I work through the Chris Draft Family Foundation’s Asthma Team and the national Winning With Asthma program to raise awareness among coaches and parents about how kids with asthma can safely participate in athletics.
In areas like Atlanta and Macon, with “bad air” days during football season, air pollution can be dangerous for athletes with asthma.
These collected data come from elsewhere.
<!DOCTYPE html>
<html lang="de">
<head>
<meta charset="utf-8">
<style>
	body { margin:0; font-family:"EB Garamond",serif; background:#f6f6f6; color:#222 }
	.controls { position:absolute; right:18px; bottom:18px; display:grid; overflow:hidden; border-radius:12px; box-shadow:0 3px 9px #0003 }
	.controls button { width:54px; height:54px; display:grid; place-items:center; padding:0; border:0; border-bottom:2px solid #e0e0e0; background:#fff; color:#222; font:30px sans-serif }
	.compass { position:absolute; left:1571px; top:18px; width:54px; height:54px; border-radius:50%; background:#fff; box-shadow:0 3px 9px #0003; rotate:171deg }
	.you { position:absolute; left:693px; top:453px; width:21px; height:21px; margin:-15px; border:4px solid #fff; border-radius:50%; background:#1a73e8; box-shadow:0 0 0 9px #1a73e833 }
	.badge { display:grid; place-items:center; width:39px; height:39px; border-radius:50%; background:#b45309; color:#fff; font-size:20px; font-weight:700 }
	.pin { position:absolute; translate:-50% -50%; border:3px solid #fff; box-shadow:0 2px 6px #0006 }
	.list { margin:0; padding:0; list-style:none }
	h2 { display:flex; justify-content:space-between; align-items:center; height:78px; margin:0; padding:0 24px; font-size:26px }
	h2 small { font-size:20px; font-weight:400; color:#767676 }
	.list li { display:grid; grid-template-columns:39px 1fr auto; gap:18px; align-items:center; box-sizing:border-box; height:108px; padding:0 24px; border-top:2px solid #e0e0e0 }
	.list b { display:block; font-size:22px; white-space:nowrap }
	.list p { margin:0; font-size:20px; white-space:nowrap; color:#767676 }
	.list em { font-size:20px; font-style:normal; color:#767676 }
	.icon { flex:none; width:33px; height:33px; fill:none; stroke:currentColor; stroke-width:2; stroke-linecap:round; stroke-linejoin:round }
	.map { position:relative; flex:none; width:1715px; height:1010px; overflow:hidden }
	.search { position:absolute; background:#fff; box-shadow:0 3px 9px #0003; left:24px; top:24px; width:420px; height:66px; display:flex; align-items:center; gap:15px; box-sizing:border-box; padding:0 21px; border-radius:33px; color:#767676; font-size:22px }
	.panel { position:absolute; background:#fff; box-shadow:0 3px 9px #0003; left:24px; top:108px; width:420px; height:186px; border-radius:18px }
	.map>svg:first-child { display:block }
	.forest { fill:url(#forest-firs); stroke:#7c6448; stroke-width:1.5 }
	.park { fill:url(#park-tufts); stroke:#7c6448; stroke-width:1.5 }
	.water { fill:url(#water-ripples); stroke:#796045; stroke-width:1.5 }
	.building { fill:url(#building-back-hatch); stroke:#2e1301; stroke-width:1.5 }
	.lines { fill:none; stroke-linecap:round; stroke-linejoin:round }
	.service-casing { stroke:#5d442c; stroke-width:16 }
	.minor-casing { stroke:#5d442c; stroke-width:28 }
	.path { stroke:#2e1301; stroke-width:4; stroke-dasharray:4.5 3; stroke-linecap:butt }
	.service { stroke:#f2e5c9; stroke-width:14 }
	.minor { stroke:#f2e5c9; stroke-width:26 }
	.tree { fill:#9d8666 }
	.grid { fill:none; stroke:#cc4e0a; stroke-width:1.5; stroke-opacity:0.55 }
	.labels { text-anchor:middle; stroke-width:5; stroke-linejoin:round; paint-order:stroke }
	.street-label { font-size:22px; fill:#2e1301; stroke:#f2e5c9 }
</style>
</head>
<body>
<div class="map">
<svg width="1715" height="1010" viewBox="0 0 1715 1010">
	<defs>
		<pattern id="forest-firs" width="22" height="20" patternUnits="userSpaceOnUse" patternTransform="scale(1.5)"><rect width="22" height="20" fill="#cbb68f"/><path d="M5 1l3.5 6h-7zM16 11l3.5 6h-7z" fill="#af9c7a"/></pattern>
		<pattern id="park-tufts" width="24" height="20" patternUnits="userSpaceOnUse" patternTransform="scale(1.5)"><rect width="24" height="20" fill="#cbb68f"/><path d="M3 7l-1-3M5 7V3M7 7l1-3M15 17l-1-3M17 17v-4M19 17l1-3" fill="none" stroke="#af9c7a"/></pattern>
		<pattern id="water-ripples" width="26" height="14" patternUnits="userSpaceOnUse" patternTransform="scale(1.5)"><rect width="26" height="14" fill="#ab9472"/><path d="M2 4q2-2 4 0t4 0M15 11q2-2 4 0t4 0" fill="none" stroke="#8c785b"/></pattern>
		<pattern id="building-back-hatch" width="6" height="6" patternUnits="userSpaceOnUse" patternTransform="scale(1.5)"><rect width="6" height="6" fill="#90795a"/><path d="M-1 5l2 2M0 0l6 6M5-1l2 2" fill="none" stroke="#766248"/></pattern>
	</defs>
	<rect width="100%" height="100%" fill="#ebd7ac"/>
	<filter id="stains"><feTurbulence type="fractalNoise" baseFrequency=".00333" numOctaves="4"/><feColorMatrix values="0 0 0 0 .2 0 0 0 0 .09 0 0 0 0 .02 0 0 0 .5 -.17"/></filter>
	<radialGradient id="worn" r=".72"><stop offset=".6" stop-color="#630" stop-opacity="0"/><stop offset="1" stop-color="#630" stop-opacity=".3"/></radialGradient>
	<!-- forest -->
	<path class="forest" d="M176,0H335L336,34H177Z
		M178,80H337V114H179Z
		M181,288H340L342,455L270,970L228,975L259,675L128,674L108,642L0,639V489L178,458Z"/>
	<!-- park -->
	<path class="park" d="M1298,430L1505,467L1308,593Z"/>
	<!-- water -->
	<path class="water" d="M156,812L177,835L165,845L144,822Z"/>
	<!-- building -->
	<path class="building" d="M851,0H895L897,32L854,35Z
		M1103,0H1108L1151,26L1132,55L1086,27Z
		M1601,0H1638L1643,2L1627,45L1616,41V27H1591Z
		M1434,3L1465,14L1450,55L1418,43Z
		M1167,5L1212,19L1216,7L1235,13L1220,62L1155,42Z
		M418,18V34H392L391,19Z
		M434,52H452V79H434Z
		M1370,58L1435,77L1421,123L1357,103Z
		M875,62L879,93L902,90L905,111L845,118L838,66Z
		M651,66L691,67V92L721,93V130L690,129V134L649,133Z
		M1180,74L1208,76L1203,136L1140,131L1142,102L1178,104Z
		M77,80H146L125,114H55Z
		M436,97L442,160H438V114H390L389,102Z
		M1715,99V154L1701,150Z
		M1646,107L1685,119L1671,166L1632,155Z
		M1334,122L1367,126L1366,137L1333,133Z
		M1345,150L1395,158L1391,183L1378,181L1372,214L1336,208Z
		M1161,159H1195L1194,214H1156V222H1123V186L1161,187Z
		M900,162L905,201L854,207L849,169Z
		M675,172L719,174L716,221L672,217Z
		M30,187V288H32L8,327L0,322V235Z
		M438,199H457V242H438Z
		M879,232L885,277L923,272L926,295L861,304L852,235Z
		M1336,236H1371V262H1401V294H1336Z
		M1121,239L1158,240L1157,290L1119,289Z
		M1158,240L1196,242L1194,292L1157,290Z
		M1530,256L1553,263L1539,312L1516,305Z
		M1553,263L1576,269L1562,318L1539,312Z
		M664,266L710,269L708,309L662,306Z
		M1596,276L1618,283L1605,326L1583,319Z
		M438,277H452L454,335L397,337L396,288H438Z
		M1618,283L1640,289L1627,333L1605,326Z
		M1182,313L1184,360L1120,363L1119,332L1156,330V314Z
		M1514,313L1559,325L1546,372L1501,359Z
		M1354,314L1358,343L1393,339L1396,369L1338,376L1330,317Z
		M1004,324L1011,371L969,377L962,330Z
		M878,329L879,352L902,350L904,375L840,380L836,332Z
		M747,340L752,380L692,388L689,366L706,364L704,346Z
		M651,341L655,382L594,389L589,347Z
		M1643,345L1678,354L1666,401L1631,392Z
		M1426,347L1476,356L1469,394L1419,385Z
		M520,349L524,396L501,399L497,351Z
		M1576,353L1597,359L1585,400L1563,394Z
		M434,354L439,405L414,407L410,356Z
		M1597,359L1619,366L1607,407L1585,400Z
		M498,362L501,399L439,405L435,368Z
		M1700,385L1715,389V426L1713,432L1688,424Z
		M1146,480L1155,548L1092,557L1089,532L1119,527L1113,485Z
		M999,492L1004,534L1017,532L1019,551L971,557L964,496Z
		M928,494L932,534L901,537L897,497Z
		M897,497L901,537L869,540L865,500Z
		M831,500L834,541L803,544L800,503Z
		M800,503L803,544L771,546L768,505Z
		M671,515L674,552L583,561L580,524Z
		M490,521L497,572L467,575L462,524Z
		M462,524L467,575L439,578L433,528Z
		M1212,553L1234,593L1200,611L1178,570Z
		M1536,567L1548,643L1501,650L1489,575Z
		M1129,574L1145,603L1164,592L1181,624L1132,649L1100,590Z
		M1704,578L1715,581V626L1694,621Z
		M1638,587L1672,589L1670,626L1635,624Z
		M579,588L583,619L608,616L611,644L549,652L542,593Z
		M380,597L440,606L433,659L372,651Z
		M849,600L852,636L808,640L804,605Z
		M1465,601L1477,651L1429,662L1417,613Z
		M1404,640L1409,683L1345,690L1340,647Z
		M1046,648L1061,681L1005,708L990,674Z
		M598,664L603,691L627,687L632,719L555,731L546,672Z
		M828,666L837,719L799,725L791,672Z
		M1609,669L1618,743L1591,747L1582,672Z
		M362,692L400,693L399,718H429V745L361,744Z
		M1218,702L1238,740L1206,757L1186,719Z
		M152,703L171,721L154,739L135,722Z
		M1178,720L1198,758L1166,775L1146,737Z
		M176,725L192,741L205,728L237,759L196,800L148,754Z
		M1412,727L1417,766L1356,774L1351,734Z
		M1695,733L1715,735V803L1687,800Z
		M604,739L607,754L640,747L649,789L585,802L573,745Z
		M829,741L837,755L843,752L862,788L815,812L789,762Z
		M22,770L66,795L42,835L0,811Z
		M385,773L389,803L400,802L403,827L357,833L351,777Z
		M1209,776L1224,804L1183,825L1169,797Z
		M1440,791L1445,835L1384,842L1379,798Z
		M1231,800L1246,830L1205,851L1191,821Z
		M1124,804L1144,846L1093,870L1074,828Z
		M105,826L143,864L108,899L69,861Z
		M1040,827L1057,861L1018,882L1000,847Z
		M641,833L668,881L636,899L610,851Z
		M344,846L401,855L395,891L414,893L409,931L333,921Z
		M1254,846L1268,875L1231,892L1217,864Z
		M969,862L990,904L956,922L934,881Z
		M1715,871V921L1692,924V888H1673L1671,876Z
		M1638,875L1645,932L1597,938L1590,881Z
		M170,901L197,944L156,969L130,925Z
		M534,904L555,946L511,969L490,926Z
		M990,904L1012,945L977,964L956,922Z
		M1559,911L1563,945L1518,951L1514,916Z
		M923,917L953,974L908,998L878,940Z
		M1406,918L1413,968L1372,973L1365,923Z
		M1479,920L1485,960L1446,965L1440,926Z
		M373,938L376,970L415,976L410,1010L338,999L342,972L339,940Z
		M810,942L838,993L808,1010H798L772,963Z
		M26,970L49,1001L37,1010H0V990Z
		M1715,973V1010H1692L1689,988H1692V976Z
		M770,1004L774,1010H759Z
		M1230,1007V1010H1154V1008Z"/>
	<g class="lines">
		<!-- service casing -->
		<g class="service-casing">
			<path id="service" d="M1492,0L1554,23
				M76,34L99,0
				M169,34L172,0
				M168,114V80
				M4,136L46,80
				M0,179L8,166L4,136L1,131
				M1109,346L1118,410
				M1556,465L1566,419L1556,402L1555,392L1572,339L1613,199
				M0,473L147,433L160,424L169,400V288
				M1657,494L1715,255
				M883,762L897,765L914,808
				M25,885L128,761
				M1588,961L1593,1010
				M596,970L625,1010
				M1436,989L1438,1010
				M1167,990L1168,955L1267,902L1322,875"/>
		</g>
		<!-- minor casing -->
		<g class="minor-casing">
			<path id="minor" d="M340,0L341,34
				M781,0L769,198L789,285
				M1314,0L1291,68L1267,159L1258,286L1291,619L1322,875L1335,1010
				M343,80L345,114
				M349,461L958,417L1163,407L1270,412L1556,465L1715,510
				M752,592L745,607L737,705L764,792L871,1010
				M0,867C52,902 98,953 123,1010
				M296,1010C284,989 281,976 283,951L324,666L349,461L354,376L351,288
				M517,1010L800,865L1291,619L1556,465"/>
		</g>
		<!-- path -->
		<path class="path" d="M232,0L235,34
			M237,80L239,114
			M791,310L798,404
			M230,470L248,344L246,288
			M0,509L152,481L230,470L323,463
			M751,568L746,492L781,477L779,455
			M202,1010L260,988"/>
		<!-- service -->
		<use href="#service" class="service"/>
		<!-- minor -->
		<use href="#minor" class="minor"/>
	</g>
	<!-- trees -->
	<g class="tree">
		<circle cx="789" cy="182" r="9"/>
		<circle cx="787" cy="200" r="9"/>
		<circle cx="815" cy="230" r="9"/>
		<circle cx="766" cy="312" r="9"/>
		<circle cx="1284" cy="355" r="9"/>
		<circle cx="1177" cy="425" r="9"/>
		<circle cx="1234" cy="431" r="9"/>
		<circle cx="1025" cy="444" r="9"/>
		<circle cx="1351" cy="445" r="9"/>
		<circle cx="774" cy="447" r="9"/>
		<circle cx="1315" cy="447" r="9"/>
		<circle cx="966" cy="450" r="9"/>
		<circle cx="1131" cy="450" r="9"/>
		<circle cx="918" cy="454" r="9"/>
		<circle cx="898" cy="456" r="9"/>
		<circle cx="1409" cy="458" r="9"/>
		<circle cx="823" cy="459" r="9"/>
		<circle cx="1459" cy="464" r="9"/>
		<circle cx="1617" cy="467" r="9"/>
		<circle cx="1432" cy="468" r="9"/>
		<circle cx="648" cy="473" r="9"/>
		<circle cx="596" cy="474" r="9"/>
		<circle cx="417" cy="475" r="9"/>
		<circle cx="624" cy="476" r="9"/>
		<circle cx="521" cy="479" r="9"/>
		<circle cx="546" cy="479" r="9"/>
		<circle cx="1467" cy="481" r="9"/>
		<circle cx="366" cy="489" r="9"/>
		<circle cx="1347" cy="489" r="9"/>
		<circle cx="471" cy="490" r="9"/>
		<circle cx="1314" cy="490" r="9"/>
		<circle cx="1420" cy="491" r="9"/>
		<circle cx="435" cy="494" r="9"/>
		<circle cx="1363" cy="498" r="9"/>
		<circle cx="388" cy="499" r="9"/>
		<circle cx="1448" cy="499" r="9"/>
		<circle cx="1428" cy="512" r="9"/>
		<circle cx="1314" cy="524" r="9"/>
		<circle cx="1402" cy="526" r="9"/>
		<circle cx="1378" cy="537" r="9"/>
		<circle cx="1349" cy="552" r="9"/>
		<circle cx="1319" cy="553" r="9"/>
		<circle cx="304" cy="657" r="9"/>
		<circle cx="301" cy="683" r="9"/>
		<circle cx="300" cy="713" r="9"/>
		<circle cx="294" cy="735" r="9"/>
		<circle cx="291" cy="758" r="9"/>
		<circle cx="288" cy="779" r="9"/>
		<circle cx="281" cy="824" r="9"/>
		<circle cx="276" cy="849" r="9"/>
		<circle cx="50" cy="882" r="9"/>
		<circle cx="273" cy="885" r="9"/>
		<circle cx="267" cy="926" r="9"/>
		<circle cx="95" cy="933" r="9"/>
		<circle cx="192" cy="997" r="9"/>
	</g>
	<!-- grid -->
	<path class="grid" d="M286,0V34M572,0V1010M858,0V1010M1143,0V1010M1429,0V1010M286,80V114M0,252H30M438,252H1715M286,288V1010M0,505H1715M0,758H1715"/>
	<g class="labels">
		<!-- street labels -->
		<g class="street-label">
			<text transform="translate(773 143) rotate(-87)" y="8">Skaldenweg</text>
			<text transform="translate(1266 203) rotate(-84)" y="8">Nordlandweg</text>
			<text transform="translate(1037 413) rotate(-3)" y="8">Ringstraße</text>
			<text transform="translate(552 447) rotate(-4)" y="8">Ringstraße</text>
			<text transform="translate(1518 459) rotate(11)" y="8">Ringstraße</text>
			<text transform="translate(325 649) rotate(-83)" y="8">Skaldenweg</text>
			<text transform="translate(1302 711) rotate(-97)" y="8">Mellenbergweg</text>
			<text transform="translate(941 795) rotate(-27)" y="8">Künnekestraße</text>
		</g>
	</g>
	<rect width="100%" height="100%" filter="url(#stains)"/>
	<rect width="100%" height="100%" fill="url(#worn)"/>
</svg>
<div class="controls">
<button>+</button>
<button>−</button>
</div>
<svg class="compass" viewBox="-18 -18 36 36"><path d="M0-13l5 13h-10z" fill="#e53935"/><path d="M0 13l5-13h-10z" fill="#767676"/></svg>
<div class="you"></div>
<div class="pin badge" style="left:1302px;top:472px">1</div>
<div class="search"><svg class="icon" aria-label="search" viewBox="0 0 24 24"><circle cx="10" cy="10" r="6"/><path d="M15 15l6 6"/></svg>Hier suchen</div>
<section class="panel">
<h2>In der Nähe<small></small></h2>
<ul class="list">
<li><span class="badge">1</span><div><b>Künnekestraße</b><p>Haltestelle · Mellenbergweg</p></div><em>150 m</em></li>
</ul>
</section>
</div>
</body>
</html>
Air pollution also negatively affects lung function and can lead to lasting reduced lung function in all student athletes. Coaches should know which of their players have asthma and know what to do in the event of an asthma attack. In addition, coaches in areas that experience “smog alert” days during football season should pay attention to air quality and take steps to reduce the exposure of the athletes in their care to air pollution. Coaches can reduce the risk to their athletes from air pollution by taking these simple steps:
- Monitor air quality daily through the smog alert systems described in Guidance for Georgia Schools: Outdoor Air Quality and Physical Activity (linked to this web page);
- When feasible, adjust time of day of practices to avoid peak pollution times (refer to the Guidelines, as peak times are different for different pollutants);
- Schedule indoor training such as weight training during peak pollution hours on “smog alert” days;
- When there is no good alternative to outdoor practice on a “smog alert” day, reduce the intensity of the workout, take more frequent breaks, and be sure to carefully monitor athletes with asthma.
Let’s ensure Atlanta and Macon do not suffer a tragic loss like Cincinnati’s.